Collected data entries
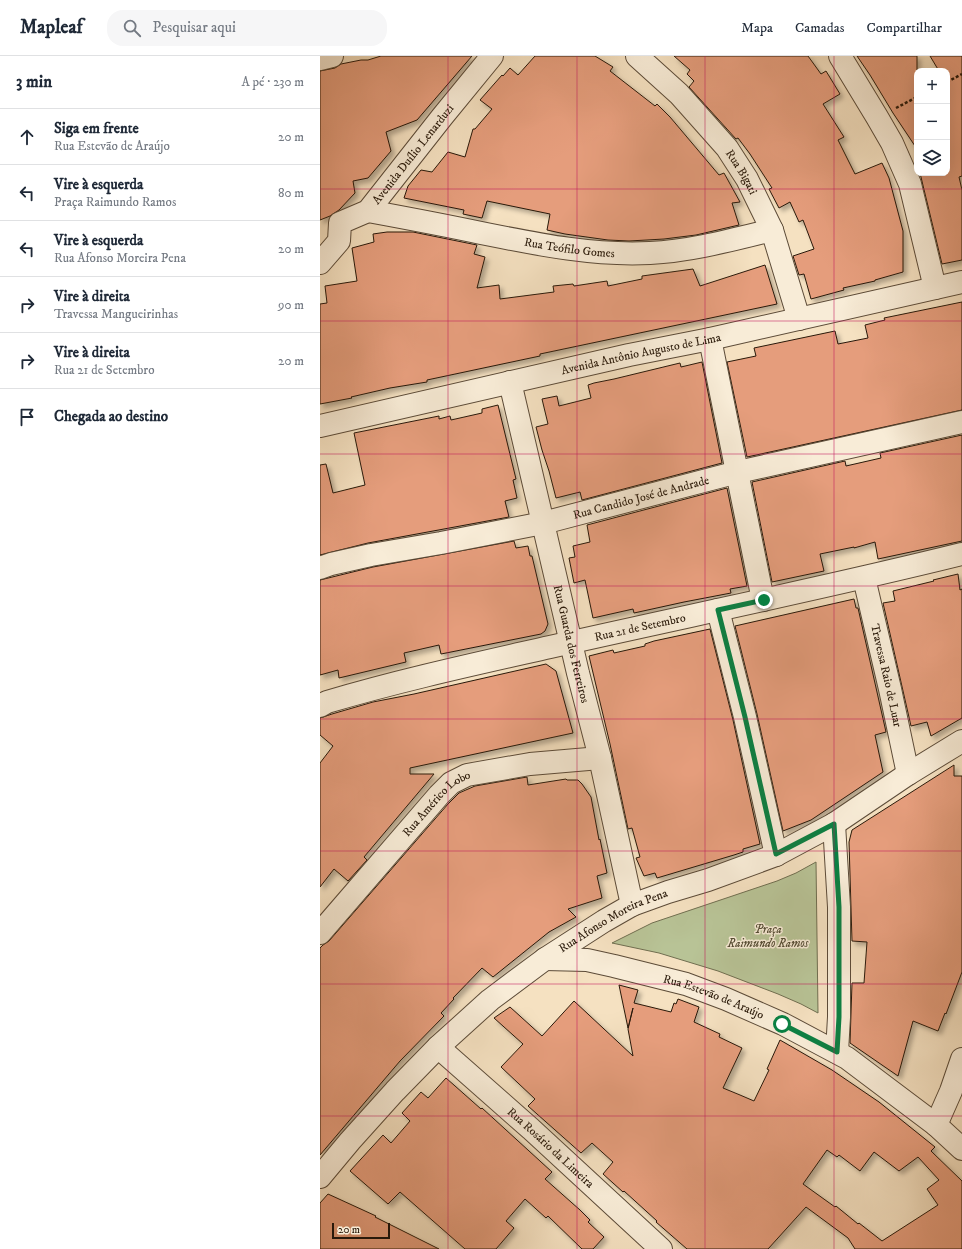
<!DOCTYPE html>
<html lang="pt">
<head>
<meta charset="utf-8">
<style>
	:root { --surface:#fff; --page:#f6f6f7; --text:#1f2937; --muted:#747a83; --line:#e0e1e3 }
	body { margin:0; font-family:"IM FELL DW Pica",serif; background:var(--page); color:var(--text) }
	.controls { position:absolute; right:12px; top:12px; display:grid; overflow:hidden; border-radius:8px; box-shadow:0 4px 16px #0002 }
	.controls button { width:36px; height:36px; display:grid; place-items:center; padding:0; border:0; border-bottom:1px solid var(--line); background:var(--surface); color:var(--text); font:20px sans-serif }
	.scale { position:absolute; left:12px; bottom:10px; width:58px; box-sizing:border-box; padding-left:4px; border:2px solid #29190a; border-top:0; font-size:11px; line-height:14px; white-space:nowrap; color:#29190a; -webkit-text-stroke:3px #f8ecd7; paint-order:stroke }
	.stop { position:absolute; width:12px; height:12px; margin:-9px; border:3px solid #0b8043; border-radius:50%; background:#fff }
	.stop.end { background:#0b8043; border-color:#fff; box-shadow:0 1px 4px #0008 }
	.list { margin:0; padding:0; list-style:none }
	h2 { display:flex; justify-content:space-between; align-items:center; height:52px; margin:0; padding:0 16px; font-size:17px }
	h2 small { font-size:13px; font-weight:400; color:var(--muted) }
	.list li { display:grid; grid-template-columns:26px 1fr auto; gap:12px; align-items:center; box-sizing:border-box; height:56px; padding:0 16px; border-top:1px solid var(--line) }
	.list b { display:block; font-size:15px; white-space:nowrap }
	.list p { margin:0; font-size:13px; white-space:nowrap; color:var(--muted) }
	.list em { font-size:13px; font-style:normal; color:var(--muted) }
	.icon { flex:none; width:22px; height:22px; fill:none; stroke:currentColor; stroke-width:2; stroke-linecap:round; stroke-linejoin:round }
	.map { position:relative; flex:none; width:642px; height:1193px; overflow:hidden }
	header { display:flex; align-items:center; gap:24px; box-sizing:border-box; height:56px; padding:0 20px; background:var(--surface); border-bottom:1px solid var(--line) }
	header strong { font-size:19px }
	nav { display:flex; gap:22px; margin-inline-start:auto; font-size:14px }
	.search { width:280px; height:36px; background:var(--page); display:flex; align-items:center; gap:10px; box-sizing:border-box; padding:0 14px; border-radius:16px; color:var(--muted); font-size:15px }
	main { display:flex }
	aside { flex:1; background:var(--surface) }
	.map>svg:first-child { display:block }
	.green { fill:#b8c396; stroke:#706e50 }
	.building { fill:#e59d7b; stroke:#29190a; fill-rule:evenodd; filter:url(#shadow) }
	.lines { fill:none; stroke-linecap:round; stroke-linejoin:round }
	.street-casing { stroke:#5c4b38; stroke-width:24 }
	.path { stroke:#29190a; stroke-width:2.5; stroke-dasharray:3 2; stroke-linecap:butt }
	.street { stroke:#f8ecd7; stroke-width:22 }
	.route { stroke:#0b8043; stroke-width:5 }
	.grid { fill:none; stroke:#c2185b; stroke-width:1; stroke-opacity:0.55 }
	.labels { text-anchor:middle; dominant-baseline:central; stroke-width:3; stroke-linejoin:round; paint-order:stroke }
	.street-label { font-size:12px; fill:#29190a; stroke:#f8ecd7 }
	.park-label { font-size:12px; font-style:italic; fill:#544c34; stroke:#f8ecd7 }
</style>
</head>
<body>
<header>
<strong>Mapleaf</strong>
<div class="search"><svg class="icon" aria-label="search" viewBox="0 0 24 24"><circle cx="10" cy="10" r="6"/><path d="M15 15l6 6"/></svg>Pesquisar aqui</div>
<nav><a>Mapa</a><a>Camadas</a><a>Compartilhar</a></nav>
</header>
<main>
<aside>
<h2>3 min<small>A pé · 230 m</small></h2>
<ul class="list">
<li><svg class="icon" aria-label="ahead" viewBox="0 0 24 24"><path d="M12 20V5M6 11l6-6 6 6"/></svg><div><b>Siga em frente</b><p>Rua Estevão de Araújo</p></div><em>20 m</em></li>
<li><svg class="icon" aria-label="left" viewBox="0 0 24 24"><path d="M17 20v-9H6M10 6l-5 5 5 5"/></svg><div><b>Vire à esquerda</b><p>Praça Raimundo Ramos</p></div><em>80 m</em></li>
<li><svg class="icon" aria-label="left" viewBox="0 0 24 24"><path d="M17 20v-9H6M10 6l-5 5 5 5"/></svg><div><b>Vire à esquerda</b><p>Rua Afonso Moreira Pena</p></div><em>20 m</em></li>
<li><svg class="icon" aria-label="right" viewBox="0 0 24 24"><path d="M7 20v-9h11M14 6l5 5-5 5"/></svg><div><b>Vire à direita</b><p>Travessa Mangueirinhas</p></div><em>90 m</em></li>
<li><svg class="icon" aria-label="right" viewBox="0 0 24 24"><path d="M7 20v-9h11M14 6l5 5-5 5"/></svg><div><b>Vire à direita</b><p>Rua 21 de Setembro</p></div><em>20 m</em></li>
<li><svg class="icon" aria-label="arrive" viewBox="0 0 24 24"><path d="M6 21V4h12l-3 4 3 4H6"/></svg><div><b>Chegada ao destino</b></div></li>
</ul>
</aside>
<div class="map">
<svg width="642" height="1193" viewBox="0 0 642 1193">
	<defs>
		<filter id="shadow"><feDropShadow dx="3.5" dy="3.5" stdDeviation="2" flood-color="#0004"/></filter>
	</defs>
	<rect width="100%" height="100%" fill="#f5e1c1"/>
	<filter id="stains"><feTurbulence type="fractalNoise" baseFrequency=".005" numOctaves="4"/><feColorMatrix values="0 0 0 0 .2 0 0 0 0 .09 0 0 0 0 .02 0 0 0 .5 -.17"/></filter>
	<radialGradient id="worn" r=".72"><stop offset=".6" stop-color="#630" stop-opacity="0"/><stop offset="1" stop-color="#630" stop-opacity=".3"/></radialGradient>
	<path class="green" d="M496,806L498,957L481,948L458,938L398,915L339,897L292,887L332,867L457,825L476,817Z"/>
	<path class="building" d="M61,0H152L97,64L66,76L71,95L48,122L33,125L35,137L19,154L10,160L0,164V15L15,12L21,8L41,4H48Z
		M215,0H275L293,11L290,15L335,50L337,48L350,61L399,119L404,117L420,146L412,147L419,169L376,179L344,183L309,185L288,184L245,178L227,174L230,158L167,145L162,162L143,158L144,154L84,142L88,130L101,114L112,116L128,96L145,101L153,73H155L172,53L160,44L182,19L183,20L190,12L198,19Z
		M354,0H488L501,18L506,15L520,38L503,48L524,81L518,84L535,118L562,107L569,122L583,175V216L555,224V225L523,232L524,234L491,243L484,218L479,219L473,200L494,193L483,164L479,166L470,146L459,152L449,133L452,132L430,98L418,82L416,83L369,31L374,25L367,18L370,14Z
		M537,0H597V93L573,57L550,19Z
		M610,0H642V120L639,121L642,134V204L622,208L600,117H627V15H619Z
		M67,176H93L157,189L154,198L165,201L157,232L179,229L180,243L234,236L233,230L253,228L254,230L287,225L288,230L322,223V220L373,213L380,230L445,209L457,248L220,298V300L107,324V326L70,332L31,341L32,342L0,348V248L7,247L5,230L37,225L32,192L54,186L53,178Z
		M642,246V354L427,401L407,306L436,300L434,292L515,275L518,288L548,282L545,269L565,264L564,262Z
		M382,306L402,407L262,444L260,436L236,442L229,415L222,394L216,371L228,368L222,343L237,340L239,350L271,342L268,329L274,327L294,323L360,307L361,311Z
		M178,349L196,423L193,424L197,442L185,445L189,461L48,487L0,499V409L6,408L13,437L45,429L34,377L119,360V363L130,360L131,364L162,357V353Z
		M642,379V485L558,503L555,486L534,492V491L500,498L504,515L452,526L432,426L525,405L526,410L561,402L560,397Z
		M407,432L427,530L410,533L411,537L364,546L314,557L313,553L273,562L265,524L254,527L249,502L255,501L253,490L270,486L267,469Z
		M194,485L196,492L208,490L210,500H212L228,568L225,575L221,578L121,598L119,589L84,597L86,606L19,622L18,614L0,619V524L53,511Z
		M638,518L640,534L642,533V662L611,680L607,666L591,670L563,547L575,545L573,535L614,525L613,524Z
		M534,543L536,552H538L566,676L555,679L563,716L491,764L463,775L437,658L415,570Z
		M390,573L413,664L440,788L423,793V796L414,799L337,822L335,817L324,820L316,802L320,801L312,772L308,773L290,688L269,600L293,594L294,597L325,590V588L334,585Z
		M226,608L236,615L253,677L90,712V718H114L44,801L47,804L28,825L14,813L0,831V707L13,690L0,679V662L12,658L53,646L94,638Z
		M634,709V720H642V916L626,958L625,957L618,975L593,965L578,1020L530,987L532,927H544L547,886L532,885L529,786L532,774Z
		M207,721L208,729L246,723L247,724H258L262,728L271,741L279,784L280,783L287,817L277,820L282,842L248,853L256,861L229,876L173,921L162,912L133,942L134,943L121,957L124,960L80,1005L0,1099V892L3,889L9,885L128,748L139,737L155,730Z
		M299,929L318,934L314,947L351,956L354,947L356,948L358,943L379,951L374,966L400,978L399,981L422,992L403,1032L420,1039L434,1045L449,1014L447,1013L460,984L512,1014L559,1046L615,1091L611,1095L642,1125V1193H535L528,1182L486,1151L448,1193H367L336,1166L337,1165L304,1135L303,1136L283,1118L293,1106L272,1087L261,1097L208,1050L215,1043L181,1011L203,988L174,962L190,951L222,980L254,945L313,1000L308,973L313,952L308,972ZM507,1094L517,1101L519,1099L540,1115L554,1096L579,1115L598,1101L619,1124L607,1133L618,1149L562,1185L539,1167L538,1168L516,1150L515,1151L483,1128Z
		M126,1022L161,1053L162,1052L232,1116L225,1123L260,1154L270,1164L268,1166L284,1181L273,1193H262L228,1160L226,1162L205,1143L186,1165L194,1172L176,1193H145L80,1136L68,1148L30,1115L63,1079L71,1087L90,1065L82,1057L101,1036L108,1042Z
		M8,1138L56,1160L55,1161L119,1193H0V1147Z"/>
	<g class="lines">
		<g class="street-casing">
			<g id="street">
				<path id="s1" d="M317,0L359,38L407,92L427,123L452,174L479,263"/>
				<path d="M520,0L557,61L572,87L590,128L615,232"/>
				<path d="M0,3L12,0"/>
				<path id="s2" d="M48,155C86,162 124,169 161,177C216,188 273,200 330,197C371,195 411,184 452,174"/>
				<path id="s3" d="M0,207L19,185L20,167L48,155L122,61L172,0"/>
				<path d="M390,283L443,544"/>
				<path id="s4" d="M190,326L258,617L280,702L312,849"/>
				<path id="s5" d="M0,370L309,299L390,283L642,226"/>
				<path id="s6" d="M0,512L11,508L51,499L121,487L223,467L418,416L642,366"/>
				<path id="s7" d="M544,522L570,633L588,718"/>
				<path d="M398,554L425,661L456,799"/>
				<path id="s8" d="M0,650L7,646C81,624 155,608 230,591C367,560 505,532 642,498"/>
				<path d="M514,768L519,851V961L517,996"/>
				<path id="s9" d="M0,877L119,739L131,727L147,719L210,708L280,702"/>
				<path id="s10" d="M225,903L267,904L294,910L366,928L406,943L463,968L527,1002L616,1069L642,1093"/>
				<path id="s11" d="M118,991L211,1073L341,1193"/>
				<path d="M616,1069L631,1035L642,1003"/>
				<path id="s12" d="M0,1121L30,1085L75,1035L118,991L170,944L225,903L284,865L312,849L348,836L388,824L456,799L514,768L588,718L642,685"/>
			</g>
		</g>
		<path class="path" d="M627,26L642,18
			M576,52L597,41"/>
		<use href="#street" class="street"/>
	</g>
	<g class="lines">
		<path class="route" d="M444,544L398,554L425,661L456,798L514,768L519,851V961L517,996L462,968"/>
	</g>
	<path class="grid" d="M128,0V1193M257,0V1193M385,0V1193M514,0V1193M0,133H642M0,265H642M0,398H642M0,530H642M0,663H642M0,795H642M0,928H642M0,1060H642"/>
	<g class="labels">
		<g class="street-label">
			<text stroke="none"><textPath href="#s3" startOffset="150">Avenida Duílio Lenarduzi</textPath></text>
			<text stroke="none"><textPath href="#s1" startOffset="157">Rua Bigati</textPath></text>
			<text stroke="none"><textPath href="#s2" startOffset="205">Rua Teófilo Gomes</textPath></text>
			<text stroke="none"><textPath href="#s5" startOffset="329">Avenida Antônio Augusto de Lima</textPath></text>
			<text stroke="none"><textPath href="#s6" startOffset="329">Rua Candido José de Andrade</textPath></text>
			<text stroke="none"><textPath href="#s8" startOffset="330">Rua 21 de Setembro</textPath></text>
			<text stroke="none"><textPath href="#s4" startOffset="269">Rua Guarda dos Ferreiros</textPath></text>
			<text stroke="none"><textPath href="#s7" startOffset="100">Travessa Raio de Luar</textPath></text>
			<text stroke="none"><textPath href="#s9" startOffset="175">Rua Américo Lobo</textPath></text>
			<text stroke="none"><textPath href="#s12" startOffset="393">Rua Afonso Moreira Pena</textPath></text>
			<text stroke="none"><textPath href="#s10" startOffset="174">Rua Estevão de Araújo</textPath></text>
			<text stroke="none"><textPath href="#s11" startOffset="151">Rua Rosário da Limeira</textPath></text>
		</g>
		<g class="park-label">
			<text x="448" y="873">Praça<tspan x="448" dy="14">Raimundo Ramos</tspan></text>
		</g>
	</g>
	<rect width="100%" height="100%" filter="url(#stains)"/>
	<rect width="100%" height="100%" fill="url(#worn)"/>
</svg>
<div class="controls">
<button>+</button>
<button>−</button>
<button><svg class="icon" aria-label="layers" viewBox="0 0 24 24"><path d="M12 4l9 5-9 5-9-5zM3 14l9 5 9-5"/></svg></button>
</div>
<div class="scale">20 m</div>
<div class="stop" style="left:462px;top:968px"></div>
<div class="stop end" style="left:444px;top:544px"></div>
</div>
</main>
</body>
</html>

* TASK DIRECTIONS
Show every line from the entries above in which the word "shadow" appears.

* SOLVED PROBLEM
	.controls { position:absolute; right:12px; top:12px; display:grid; overflow:hidden; border-radius:8px; box-shadow:0 4px 16px #0002 }
	.stop.end { background:#0b8043; border-color:#fff; box-shadow:0 1px 4px #0008 }
	.building { fill:#e59d7b; stroke:#29190a; fill-rule:evenodd; filter:url(#shadow) }
		<filter id="shadow"><feDropShadow dx="3.5" dy="3.5" stdDeviation="2" flood-color="#0004"/></filter>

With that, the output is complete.